Collection entries
____
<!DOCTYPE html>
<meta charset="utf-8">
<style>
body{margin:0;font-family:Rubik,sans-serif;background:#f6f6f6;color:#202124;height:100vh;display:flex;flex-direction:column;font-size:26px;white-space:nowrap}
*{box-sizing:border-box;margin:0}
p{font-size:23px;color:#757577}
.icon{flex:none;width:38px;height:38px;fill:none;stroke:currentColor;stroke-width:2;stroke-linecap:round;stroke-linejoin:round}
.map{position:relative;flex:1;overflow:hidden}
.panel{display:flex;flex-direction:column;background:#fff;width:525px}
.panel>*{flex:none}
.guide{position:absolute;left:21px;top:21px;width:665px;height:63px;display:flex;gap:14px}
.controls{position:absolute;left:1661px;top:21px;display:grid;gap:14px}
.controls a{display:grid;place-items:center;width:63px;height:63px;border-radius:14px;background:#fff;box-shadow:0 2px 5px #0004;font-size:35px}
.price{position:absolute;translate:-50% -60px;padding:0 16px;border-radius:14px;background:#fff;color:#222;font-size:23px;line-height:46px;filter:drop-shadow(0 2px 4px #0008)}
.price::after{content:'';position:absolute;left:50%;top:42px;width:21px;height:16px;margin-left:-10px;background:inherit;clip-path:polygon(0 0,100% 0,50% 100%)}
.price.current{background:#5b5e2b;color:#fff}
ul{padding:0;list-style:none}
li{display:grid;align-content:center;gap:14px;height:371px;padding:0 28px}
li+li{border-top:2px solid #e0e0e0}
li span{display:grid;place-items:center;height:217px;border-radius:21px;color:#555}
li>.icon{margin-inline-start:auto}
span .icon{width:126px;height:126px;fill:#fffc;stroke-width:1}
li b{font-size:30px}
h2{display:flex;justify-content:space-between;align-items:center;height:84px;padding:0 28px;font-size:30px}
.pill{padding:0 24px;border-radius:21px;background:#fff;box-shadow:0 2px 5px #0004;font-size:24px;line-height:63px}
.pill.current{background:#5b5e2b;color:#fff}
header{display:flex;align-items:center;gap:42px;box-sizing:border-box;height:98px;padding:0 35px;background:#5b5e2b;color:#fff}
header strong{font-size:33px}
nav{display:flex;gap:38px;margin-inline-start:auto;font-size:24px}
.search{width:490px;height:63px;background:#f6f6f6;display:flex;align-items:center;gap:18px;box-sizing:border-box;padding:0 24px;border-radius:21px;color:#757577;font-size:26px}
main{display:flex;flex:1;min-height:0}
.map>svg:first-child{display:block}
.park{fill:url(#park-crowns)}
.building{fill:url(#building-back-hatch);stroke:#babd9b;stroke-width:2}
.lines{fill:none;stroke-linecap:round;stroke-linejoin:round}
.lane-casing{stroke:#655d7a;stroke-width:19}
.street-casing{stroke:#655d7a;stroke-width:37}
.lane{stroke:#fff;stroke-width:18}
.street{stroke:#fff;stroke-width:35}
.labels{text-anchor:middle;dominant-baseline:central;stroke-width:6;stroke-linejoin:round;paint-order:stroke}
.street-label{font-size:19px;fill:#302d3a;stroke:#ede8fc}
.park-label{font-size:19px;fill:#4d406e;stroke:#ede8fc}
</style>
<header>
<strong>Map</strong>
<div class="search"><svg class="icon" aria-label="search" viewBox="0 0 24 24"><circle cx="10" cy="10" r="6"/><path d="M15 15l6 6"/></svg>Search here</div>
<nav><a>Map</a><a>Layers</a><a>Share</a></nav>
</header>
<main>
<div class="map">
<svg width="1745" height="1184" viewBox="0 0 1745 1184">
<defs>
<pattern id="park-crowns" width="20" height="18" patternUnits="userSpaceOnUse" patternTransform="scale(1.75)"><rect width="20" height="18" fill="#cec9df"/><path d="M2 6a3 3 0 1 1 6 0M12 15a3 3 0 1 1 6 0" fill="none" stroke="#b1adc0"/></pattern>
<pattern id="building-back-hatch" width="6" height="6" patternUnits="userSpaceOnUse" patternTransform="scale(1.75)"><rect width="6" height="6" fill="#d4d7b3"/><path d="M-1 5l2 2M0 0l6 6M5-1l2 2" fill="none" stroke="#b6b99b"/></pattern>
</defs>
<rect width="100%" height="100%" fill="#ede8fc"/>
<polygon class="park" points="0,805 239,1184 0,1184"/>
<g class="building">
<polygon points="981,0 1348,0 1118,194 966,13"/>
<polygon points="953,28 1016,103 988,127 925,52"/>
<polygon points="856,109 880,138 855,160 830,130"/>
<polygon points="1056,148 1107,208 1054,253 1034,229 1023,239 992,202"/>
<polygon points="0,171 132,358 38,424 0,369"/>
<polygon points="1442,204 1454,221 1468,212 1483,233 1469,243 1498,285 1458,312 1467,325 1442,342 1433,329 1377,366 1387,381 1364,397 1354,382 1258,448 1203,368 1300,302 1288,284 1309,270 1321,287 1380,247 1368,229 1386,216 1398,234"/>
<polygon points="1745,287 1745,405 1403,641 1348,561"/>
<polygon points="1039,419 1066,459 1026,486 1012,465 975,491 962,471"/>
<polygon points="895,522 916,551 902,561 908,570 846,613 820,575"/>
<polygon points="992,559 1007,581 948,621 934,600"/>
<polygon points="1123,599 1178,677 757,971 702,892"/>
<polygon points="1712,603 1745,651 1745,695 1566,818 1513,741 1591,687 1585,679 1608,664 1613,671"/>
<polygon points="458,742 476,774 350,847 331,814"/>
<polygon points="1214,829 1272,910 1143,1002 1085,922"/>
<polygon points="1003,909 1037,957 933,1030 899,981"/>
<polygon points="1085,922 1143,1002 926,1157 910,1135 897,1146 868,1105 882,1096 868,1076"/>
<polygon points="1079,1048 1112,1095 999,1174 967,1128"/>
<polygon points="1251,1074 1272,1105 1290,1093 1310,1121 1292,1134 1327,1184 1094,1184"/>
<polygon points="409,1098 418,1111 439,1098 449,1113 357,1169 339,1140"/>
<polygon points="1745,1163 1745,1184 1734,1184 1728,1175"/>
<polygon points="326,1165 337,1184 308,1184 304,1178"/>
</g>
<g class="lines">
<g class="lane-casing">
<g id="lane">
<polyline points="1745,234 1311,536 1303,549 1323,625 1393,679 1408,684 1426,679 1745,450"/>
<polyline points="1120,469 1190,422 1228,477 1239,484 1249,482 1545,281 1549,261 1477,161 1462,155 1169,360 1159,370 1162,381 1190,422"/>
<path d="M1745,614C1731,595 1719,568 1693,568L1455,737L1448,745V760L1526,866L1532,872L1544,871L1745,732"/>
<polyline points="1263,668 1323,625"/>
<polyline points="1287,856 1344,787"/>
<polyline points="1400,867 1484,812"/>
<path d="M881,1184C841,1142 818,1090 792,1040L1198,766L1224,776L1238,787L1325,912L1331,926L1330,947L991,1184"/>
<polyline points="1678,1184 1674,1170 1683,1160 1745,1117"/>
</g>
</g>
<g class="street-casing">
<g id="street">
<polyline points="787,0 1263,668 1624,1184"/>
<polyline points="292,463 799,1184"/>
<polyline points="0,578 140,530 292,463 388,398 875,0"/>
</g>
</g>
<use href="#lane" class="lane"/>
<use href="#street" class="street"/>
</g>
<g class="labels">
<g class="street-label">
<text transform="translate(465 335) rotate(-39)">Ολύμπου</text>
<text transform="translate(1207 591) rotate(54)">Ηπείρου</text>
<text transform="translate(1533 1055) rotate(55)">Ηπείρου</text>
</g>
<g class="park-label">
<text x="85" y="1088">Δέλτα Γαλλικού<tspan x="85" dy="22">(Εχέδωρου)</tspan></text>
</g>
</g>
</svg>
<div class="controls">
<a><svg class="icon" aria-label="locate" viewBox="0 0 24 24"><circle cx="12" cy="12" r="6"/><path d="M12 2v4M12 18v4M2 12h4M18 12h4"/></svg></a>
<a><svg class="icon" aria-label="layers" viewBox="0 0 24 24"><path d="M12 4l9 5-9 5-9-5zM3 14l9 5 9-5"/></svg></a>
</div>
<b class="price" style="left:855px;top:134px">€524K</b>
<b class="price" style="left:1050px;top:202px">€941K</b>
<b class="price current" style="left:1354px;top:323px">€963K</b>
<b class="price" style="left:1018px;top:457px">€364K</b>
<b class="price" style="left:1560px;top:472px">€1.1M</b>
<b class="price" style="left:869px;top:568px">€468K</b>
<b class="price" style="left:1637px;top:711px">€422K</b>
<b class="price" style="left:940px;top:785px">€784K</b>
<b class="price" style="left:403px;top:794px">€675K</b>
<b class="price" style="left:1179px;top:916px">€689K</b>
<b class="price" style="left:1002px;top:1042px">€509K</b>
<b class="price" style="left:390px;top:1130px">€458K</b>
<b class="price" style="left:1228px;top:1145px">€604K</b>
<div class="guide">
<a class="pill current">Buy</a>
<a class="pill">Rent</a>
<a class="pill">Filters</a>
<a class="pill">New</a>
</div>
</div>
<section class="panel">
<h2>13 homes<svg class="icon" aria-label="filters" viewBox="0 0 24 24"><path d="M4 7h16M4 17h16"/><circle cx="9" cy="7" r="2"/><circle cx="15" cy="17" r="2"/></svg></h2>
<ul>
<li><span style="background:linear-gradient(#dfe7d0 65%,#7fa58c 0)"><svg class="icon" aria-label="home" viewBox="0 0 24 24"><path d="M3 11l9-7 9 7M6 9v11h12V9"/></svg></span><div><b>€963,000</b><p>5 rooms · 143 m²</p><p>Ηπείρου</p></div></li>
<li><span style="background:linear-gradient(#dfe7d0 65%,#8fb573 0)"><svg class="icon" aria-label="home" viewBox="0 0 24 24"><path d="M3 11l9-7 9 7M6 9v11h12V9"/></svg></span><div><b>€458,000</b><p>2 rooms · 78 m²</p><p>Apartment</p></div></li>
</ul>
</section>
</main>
____
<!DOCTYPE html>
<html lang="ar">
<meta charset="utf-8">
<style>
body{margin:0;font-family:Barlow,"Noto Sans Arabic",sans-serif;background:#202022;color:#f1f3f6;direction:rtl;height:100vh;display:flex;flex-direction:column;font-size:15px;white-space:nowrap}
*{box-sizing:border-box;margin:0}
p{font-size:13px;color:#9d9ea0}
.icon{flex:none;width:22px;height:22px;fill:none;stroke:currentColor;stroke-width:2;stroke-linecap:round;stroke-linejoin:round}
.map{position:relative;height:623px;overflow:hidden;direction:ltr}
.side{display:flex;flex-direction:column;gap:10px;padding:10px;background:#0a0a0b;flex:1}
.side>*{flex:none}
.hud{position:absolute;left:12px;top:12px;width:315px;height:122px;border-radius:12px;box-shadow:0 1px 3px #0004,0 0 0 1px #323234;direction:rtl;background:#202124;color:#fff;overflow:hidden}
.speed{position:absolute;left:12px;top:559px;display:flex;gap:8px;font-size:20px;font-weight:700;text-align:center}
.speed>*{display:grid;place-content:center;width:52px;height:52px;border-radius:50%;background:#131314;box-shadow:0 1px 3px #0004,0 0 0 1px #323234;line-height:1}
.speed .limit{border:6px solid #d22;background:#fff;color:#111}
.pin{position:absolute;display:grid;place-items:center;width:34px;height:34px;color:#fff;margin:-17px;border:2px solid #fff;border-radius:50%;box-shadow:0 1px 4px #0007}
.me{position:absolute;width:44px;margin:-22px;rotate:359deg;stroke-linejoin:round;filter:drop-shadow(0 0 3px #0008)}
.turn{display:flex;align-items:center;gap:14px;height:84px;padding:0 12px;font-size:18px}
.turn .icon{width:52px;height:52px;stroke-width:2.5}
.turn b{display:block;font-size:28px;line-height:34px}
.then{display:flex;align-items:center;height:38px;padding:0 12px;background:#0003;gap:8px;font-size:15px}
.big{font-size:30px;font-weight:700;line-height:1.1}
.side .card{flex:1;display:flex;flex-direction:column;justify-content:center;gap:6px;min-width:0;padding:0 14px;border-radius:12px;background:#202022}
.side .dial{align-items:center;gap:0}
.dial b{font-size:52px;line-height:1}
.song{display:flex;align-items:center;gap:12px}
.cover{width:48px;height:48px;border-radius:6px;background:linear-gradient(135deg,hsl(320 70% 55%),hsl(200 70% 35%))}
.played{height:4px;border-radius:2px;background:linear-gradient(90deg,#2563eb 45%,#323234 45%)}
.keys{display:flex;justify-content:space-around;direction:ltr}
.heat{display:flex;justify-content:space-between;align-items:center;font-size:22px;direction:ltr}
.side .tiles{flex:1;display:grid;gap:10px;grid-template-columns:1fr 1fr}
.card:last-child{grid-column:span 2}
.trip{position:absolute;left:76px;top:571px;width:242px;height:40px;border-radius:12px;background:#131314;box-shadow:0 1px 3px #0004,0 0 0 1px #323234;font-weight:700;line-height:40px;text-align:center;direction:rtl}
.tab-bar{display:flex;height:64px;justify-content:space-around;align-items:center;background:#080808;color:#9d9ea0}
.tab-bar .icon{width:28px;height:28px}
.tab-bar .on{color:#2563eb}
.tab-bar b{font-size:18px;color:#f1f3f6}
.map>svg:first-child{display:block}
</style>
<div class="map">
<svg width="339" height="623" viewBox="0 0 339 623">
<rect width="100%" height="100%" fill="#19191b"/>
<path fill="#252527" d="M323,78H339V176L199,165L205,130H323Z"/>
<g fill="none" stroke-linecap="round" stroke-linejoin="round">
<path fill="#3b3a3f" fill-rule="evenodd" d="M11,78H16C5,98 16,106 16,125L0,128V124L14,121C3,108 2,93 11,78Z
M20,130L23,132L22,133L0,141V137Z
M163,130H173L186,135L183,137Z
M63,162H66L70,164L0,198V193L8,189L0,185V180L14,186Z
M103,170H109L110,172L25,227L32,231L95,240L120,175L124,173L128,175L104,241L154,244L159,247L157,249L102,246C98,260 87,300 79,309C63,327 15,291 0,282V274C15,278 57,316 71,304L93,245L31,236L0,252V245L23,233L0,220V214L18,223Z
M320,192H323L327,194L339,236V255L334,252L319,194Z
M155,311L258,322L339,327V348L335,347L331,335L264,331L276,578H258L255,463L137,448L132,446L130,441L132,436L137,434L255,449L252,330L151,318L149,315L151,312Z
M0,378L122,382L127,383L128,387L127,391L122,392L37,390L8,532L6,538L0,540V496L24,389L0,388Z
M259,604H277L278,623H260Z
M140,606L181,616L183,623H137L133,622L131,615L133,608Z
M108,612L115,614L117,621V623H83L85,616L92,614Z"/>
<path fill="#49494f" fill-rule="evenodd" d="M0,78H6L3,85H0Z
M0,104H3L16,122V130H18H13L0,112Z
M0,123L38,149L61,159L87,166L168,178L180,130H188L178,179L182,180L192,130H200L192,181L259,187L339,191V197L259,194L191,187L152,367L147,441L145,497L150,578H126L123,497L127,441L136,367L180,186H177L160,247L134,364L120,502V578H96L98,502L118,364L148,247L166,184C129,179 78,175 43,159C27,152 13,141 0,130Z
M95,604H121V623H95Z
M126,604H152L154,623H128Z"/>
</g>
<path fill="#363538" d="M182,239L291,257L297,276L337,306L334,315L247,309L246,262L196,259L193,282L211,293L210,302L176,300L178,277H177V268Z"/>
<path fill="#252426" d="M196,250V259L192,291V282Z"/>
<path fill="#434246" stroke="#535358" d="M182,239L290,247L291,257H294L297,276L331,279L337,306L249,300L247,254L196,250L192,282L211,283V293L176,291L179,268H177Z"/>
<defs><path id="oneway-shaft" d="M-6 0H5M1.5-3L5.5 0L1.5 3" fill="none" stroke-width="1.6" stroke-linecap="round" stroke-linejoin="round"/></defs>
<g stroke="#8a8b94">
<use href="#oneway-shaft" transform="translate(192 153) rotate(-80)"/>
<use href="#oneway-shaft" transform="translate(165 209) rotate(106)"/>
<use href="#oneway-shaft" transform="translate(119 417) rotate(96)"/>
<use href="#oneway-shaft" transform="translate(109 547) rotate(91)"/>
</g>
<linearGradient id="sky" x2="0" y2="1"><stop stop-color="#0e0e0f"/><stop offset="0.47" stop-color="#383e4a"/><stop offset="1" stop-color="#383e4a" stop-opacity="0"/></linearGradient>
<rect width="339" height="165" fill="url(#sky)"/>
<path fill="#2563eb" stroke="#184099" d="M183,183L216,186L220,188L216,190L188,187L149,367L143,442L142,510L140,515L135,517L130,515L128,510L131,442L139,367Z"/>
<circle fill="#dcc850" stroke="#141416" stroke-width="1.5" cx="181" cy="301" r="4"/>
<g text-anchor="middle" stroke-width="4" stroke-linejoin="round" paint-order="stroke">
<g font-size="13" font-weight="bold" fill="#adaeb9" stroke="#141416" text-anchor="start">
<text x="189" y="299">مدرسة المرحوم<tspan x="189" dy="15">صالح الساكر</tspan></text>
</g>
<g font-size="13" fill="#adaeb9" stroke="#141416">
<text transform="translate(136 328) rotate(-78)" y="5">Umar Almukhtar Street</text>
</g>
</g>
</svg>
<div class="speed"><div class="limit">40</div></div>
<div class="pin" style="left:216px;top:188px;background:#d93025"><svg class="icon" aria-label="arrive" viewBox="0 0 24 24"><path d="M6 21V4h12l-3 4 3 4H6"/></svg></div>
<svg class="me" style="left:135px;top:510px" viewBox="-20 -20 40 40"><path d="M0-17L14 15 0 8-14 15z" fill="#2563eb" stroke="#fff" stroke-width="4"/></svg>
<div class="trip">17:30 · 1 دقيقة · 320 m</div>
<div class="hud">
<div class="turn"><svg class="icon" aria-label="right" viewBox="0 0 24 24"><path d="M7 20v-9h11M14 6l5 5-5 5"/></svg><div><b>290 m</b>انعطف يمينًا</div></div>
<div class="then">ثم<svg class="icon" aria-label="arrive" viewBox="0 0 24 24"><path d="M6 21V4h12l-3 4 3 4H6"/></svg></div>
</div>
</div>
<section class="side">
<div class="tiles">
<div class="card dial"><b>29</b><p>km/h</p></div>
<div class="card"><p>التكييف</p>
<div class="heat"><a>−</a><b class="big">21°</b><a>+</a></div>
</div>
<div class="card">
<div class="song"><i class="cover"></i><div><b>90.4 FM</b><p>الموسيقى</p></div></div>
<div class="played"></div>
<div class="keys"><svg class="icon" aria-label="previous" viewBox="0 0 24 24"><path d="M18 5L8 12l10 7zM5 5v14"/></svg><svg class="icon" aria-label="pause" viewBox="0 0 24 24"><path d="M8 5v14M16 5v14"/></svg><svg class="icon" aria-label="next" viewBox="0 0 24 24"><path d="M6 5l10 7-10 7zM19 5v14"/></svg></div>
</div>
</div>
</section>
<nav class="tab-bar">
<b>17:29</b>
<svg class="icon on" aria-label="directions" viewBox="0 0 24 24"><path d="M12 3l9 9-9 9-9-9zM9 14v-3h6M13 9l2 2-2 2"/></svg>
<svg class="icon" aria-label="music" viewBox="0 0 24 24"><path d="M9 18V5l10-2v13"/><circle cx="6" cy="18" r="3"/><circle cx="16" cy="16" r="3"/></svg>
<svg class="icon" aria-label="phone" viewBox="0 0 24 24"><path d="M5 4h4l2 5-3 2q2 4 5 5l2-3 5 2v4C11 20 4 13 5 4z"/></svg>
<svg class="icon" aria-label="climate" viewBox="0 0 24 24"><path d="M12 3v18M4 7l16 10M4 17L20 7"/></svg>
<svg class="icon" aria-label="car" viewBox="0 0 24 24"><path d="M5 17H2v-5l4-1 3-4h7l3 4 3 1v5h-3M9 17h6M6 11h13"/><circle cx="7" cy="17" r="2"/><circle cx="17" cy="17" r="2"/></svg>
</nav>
____
● EXERCISE BRIEF
Which lines above include "song"? Show each of them by copying it.

● RESULT BELOW
.song{display:flex;align-items:center;gap:12px}
<div class="song"><i class="cover"></i><div><b>90.4 FM</b><p>الموسيقى</p></div></div>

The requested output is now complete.